在判断 AutoGluon 是否比其他解决方案更具可解释性之前,我们建议阅读 Zachary Lipton 的《模型可解释性的神话》,该文论述了为什么像树和线性模型这样常被声称具有可解释性的模型,很少比更高级的模型具有更强的实际可解释性。

加速推理

我们介绍了多种方法来减少 AutoGluon 生成预测所需的时间。

在提供代码示例之前,了解 AutoGluon 中有几种加速推理的方法非常重要。下表按优先级列出了这些选项。

优化

推理加速

成本

备注

refit_full

至少 8 倍以上,最高可达 160 倍(需要 bagging)

-质量,+拟合时间

仅在启用 bagging 时提供加速。

persist

在线推理中最高可达 10 倍

++内存使用

如果内存不足以持久化模型,则无法获得加速。此加速最适用于在线推理,不适用于批量推理。

infer_limit

可配置,约 50 倍

-质量(相对于加速)

如果启用 bagging,在使用 infer_limit 时始终使用 refit_full

distill

约等于 refit_fullinfer_limit 设置为极端值时的组合加速效果

--质量,++拟合时间

refit_fullinfer_limit 不兼容。

特征剪枝

通常最多 1.5 倍。如果愿意大幅降低质量,可以更高。

-质量?,++拟合时间

取决于数据中是否存在不重要的特征。调用 predictor.feature_importance(test_data) 来衡量哪些特征可以移除。

使用更快的硬件

通常最多 3 倍。取决于硬件(忽略 GPU)。

+硬件

例如,EC2 c6i.2xlarge 的速度比 m5.2xlarge 快约 1.6 倍,价格相似。特别是笔记本电脑,相比云实例可能较慢。

手动调整超参数

假设已指定 infer_limit,通常最多 2 倍。

---质量?,+++用户机器学习专业知识

可能非常复杂,不建议使用。通过这种方式获得加速的潜在方法是减少 LightGBM、XGBoost、CatBoost、RandomForest 和 ExtraTrees 中树的数量。

手动数据预处理

假设已指定所有其他优化并且设置为在线推理,通常最多 1.2 倍。

++++用户机器学习专业知识,++++用户代码

仅与在线推理相关。不建议这样做,因为 AutoGluon 的默认预处理已经高度优化。

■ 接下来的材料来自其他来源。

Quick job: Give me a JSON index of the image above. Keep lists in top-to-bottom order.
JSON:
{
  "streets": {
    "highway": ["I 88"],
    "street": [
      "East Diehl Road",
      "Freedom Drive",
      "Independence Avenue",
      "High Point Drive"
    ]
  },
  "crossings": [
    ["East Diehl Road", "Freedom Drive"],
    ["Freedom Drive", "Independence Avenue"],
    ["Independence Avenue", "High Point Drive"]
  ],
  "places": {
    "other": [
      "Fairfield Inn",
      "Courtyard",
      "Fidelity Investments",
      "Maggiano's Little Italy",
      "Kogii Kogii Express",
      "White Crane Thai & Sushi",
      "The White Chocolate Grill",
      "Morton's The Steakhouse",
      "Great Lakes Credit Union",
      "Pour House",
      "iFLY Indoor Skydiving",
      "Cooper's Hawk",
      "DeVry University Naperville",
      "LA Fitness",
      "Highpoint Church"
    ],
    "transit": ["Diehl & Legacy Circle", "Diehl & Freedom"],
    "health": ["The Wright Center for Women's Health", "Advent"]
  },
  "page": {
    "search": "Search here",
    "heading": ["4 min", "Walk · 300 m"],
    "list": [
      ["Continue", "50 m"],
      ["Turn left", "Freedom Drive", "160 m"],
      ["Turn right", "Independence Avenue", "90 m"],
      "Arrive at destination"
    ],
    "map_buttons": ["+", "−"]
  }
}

如果启用了 bagging(num_bag_folds > 0 或 num_stack_levels > 0 或使用 'best_quality' 预设),推理优化的顺序应为:

  1. refit_full

  2. persist

  3. infer_limit

如果未启用 bagging(num_bag_folds = 0, num_stack_levels = 0),推理优化的顺序应为:

  1. persist

  2. infer_limit

如果遵循这些建议仍未获得足够快的模型,您可以考虑表格中更高级的选项。

将模型保留在内存中

默认情况下,AutoGluon 会一次只加载一个模型到内存中,并且仅在需要进行预测时才加载。这种策略对于大型堆叠/bagged 集成模型来说很稳健,但会导致预测时间变慢。如果您计划重复进行预测(例如,一次处理一个新的数据点而不是一个大型测试数据集),您可以首先指定将推理所需的所有模型加载到内存中,如下所示:

predictor.persist()

num_test = 20
preds = np.array(['']*num_test, dtype='object')
for i in range(num_test):
    datapoint = test_data_nolabel.iloc[[i]]
    pred_numpy = predictor.predict(datapoint, as_pandas=False)
    preds[i] = pred_numpy[0]

perf = predictor.evaluate_predictions(y_test[:num_test], preds, auxiliary_metrics=True)
print("Predictions: ", preds)

predictor.unpersist()  # free memory by clearing models, future predict() calls will load models from disk
Predictions:  [' <=50K' ' <=50K' ' >50K' ' <=50K' ' <=50K' ' >50K' ' >50K' ' >50K'
 ' <=50K' ' <=50K' ' <=50K' ' <=50K' ' <=50K' ' <=50K' ' <=50K' ' <=50K'
 ' <=50K' ' >50K' ' >50K' ' <=50K']
Persisting 2 models in memory. Models will require 0.01% of memory.
Unpersisted 2 models: ['WeightedEnsemble_L2', 'LightGBM_BAG_L1']
['WeightedEnsemble_L2', 'LightGBM_BAG_L1']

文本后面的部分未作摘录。